Utilites for training, storing and using word and document embeddings in scikit-learn pipelines.

Features

  • Train Word and Paragraph embeddings in scikit-learn compatible pipelines.
  • Fast and performant trainable tokenizer components from tokenizers.
  • Easy to integrate components and pipelines in your scikit-learn workflows and machine learning pipelines.
  • Easy serialization and integration with HugginFace Hub for quickly publishing your embedding pipelines.

What scikit-embeddings is not for:

  • Training transformer models and deep neural language models (if you want to do this, do it with transformers)
  • Using pretrained sentence transformers (use embetter)

Installation

You can easily install scikit-embeddings from PyPI:

pip install scikit-embeddings

If you want to use GloVe embedding models, install alogn with glovpy:

pip install scikit-embeddings[glove]

Example Pipelines

You can use scikit-embeddings with many many different pipeline architectures, I will list a few here:

Word Embeddings

You can train classic vanilla word embeddings by building a pipeline that contains a WordLevel tokenizer and an embedding model:

from skembedding.tokenizers import WordLevelTokenizer
from skembedding.models import Word2VecEmbedding
from skembeddings.pipeline import EmbeddingPipeline

embedding_pipe = EmbeddingPipeline(
    WordLevelTokenizer(),
    Word2VecEmbedding(n_components=100, algorithm="cbow")
)
embedding_pipe.fit(texts)

Fasttext-like

You can train an embedding pipeline that uses subword information by using a tokenizer that does that. You may want to use Unigram, BPE or WordPiece for these purposes. Fasttext also uses skip-gram by default so let's change to that.
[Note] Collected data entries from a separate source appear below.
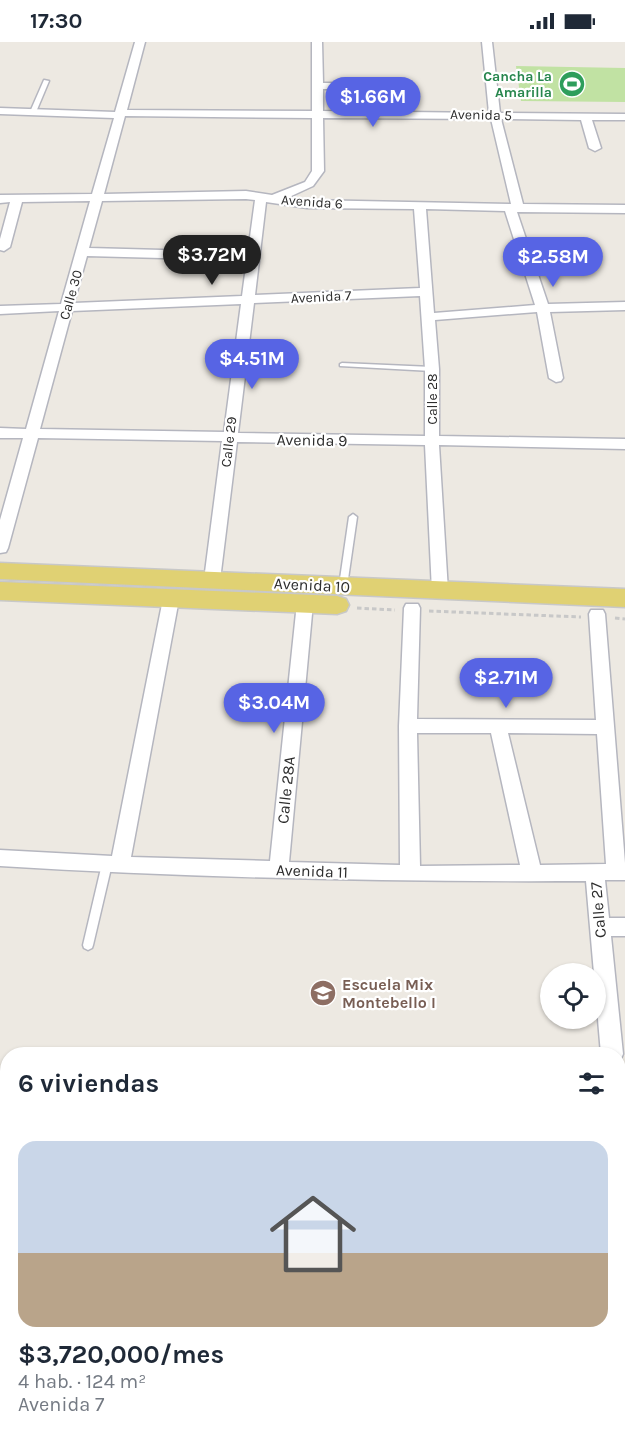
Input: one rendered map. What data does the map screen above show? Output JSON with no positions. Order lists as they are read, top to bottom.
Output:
{
  "streets": {
    "main road": ["Avenida 10"],
    "street": [
      "Avenida 5",
      "Avenida 6",
      "Calle 30",
      "Avenida 7",
      "Calle 28",
      "Avenida 9",
      "Calle 29",
      "Calle 28A",
      "Avenida 11",
      "Calle 27"
    ]
  },
  "crossings": [
    ["Avenida 5", "Calle 30"],
    ["Avenida 6", "Calle 30"],
    ["Avenida 6", "Calle 28"],
    ["Avenida 6", "Calle 29"],
    ["Calle 30", "Avenida 7"],
    ["Calle 30", "Avenida 9"],
    ["Avenida 7", "Calle 28"],
    ["Avenida 7", "Calle 29"],
    ["Calle 28", "Avenida 9"],
    ["Calle 28", "Avenida 10"],
    ["Avenida 9", "Calle 29"],
    ["Calle 29", "Avenida 10"],
    ["Avenida 10", "Calle 28A"],
    ["Calle 28A", "Avenida 11"],
    ["Avenida 11", "Calle 27"]
  ],
  "places": {
    "sports": ["Cancha La Amarilla"],
    "school or university": ["Escuela Mix Montebello I"]
  },
  "page": {
    "status": "17:30",
    "price": [
      "$1.66M",
      "$3.72M",
      "$2.58M",
      "$4.51M",
      "$2.71M",
      "$3.04M"
    ],
    "heading": "6 viviendas",
    "list": [
      {
        "name": "$3,720,000/mes",
        "note": "4 hab. · 124 m² · Avenida 7"
      }
    ]
  }
}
from skembedding.tokenizers import UnigramTokenizer
from skembedding.models import Word2VecEmbedding
from skembeddings.pipeline import EmbeddingPipeline

embedding_pipe = EmbeddingPipeline(
    UnigramTokenizer(),
    Word2VecEmbedding(n_components=250, algorithm="sg")
)
embedding_pipe.fit(texts)

Paragraph Embeddings

You can train Doc2Vec paragpraph embeddings with the chosen choice of tokenization.

from skembedding.tokenizers import WordPieceTokenizer
from skembedding.models import ParagraphEmbedding
from skembeddings.pipeline import EmbeddingPipeline, PretrainedPipeline

embedding_pipe = EmbeddingPipeline(
    WordPieceTokenizer(),
    ParagraphEmbedding(n_components=250, algorithm="dm")
)
embedding_pipe.fit(texts)

Serialization

Pipelines can be safely serialized to disk:

embedding_pipe.to_disk("output_folder/")

pretrained = PretrainedPipeline("output_folder/")

Or published to HugginFace Hub:

from huggingface_hub import login

login()
embedding_pipe.to_hub("username/name_of_pipeline")

pretrained = PretrainedPipeline("username/name_of_pipeline")

Text Classification

You can include an embedding model in your classification pipelines by adding some classification head.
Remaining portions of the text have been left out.